_Problem statement_. Produce an exact transcription of every entry.

═════ Listed records

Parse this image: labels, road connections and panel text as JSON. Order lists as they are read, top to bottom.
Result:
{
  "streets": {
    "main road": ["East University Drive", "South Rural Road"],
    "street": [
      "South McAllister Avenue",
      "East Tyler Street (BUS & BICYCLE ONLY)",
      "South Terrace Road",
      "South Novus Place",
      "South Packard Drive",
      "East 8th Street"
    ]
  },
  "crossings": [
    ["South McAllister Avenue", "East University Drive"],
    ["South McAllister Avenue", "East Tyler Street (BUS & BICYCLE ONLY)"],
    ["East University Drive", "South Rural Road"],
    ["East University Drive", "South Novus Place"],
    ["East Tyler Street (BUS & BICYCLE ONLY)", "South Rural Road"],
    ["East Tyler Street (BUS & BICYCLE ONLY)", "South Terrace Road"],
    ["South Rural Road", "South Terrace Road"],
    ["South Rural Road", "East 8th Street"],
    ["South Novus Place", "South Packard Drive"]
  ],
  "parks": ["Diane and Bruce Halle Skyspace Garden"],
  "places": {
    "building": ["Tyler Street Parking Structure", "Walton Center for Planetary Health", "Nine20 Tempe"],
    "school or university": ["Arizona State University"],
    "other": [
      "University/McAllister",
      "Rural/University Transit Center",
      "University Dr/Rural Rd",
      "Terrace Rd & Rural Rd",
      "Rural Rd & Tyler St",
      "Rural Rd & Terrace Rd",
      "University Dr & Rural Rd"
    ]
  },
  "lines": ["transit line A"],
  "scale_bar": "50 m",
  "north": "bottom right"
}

══════════

_Solution for this task_.
Parse this image: labels, road connections and panel text as JSON. Order lists as they are read, top to bottom.
Result:
{
  "streets": {
    "main road": ["East University Drive", "South Rural Road"],
    "street": [
      "South McAllister Avenue",
      "East Tyler Street (BUS & BICYCLE ONLY)",
      "South Terrace Road",
      "South Novus Place",
      "South Packard Drive",
      "East 8th Street"
    ]
  },
  "crossings": [
    ["South McAllister Avenue", "East University Drive"],
    ["South McAllister Avenue", "East Tyler Street (BUS & BICYCLE ONLY)"],
    ["East University Drive", "South Rural Road"],
    ["East University Drive", "South Novus Place"],
    ["East Tyler Street (BUS & BICYCLE ONLY)", "South Rural Road"],
    ["East Tyler Street (BUS & BICYCLE ONLY)", "South Terrace Road"],
    ["South Rural Road", "South Terrace Road"],
    ["South Rural Road", "East 8th Street"],
    ["South Novus Place", "South Packard Drive"]
  ],
  "parks": ["Diane and Bruce Halle Skyspace Garden"],
  "places": {
    "building": ["Tyler Street Parking Structure", "Walton Center for Planetary Health", "Nine20 Tempe"],
    "school or university": ["Arizona State University"],
    "other": [
      "University/McAllister",
      "Rural/University Transit Center",
      "University Dr/Rural Rd",
      "Terrace Rd & Rural Rd",
      "Rural Rd & Tyler St",
      "Rural Rd & Terrace Rd",
      "University Dr & Rural Rd"
    ]
  },
  "lines": ["transit line A"],
  "scale_bar": "50 m",
  "north": "bottom right"
}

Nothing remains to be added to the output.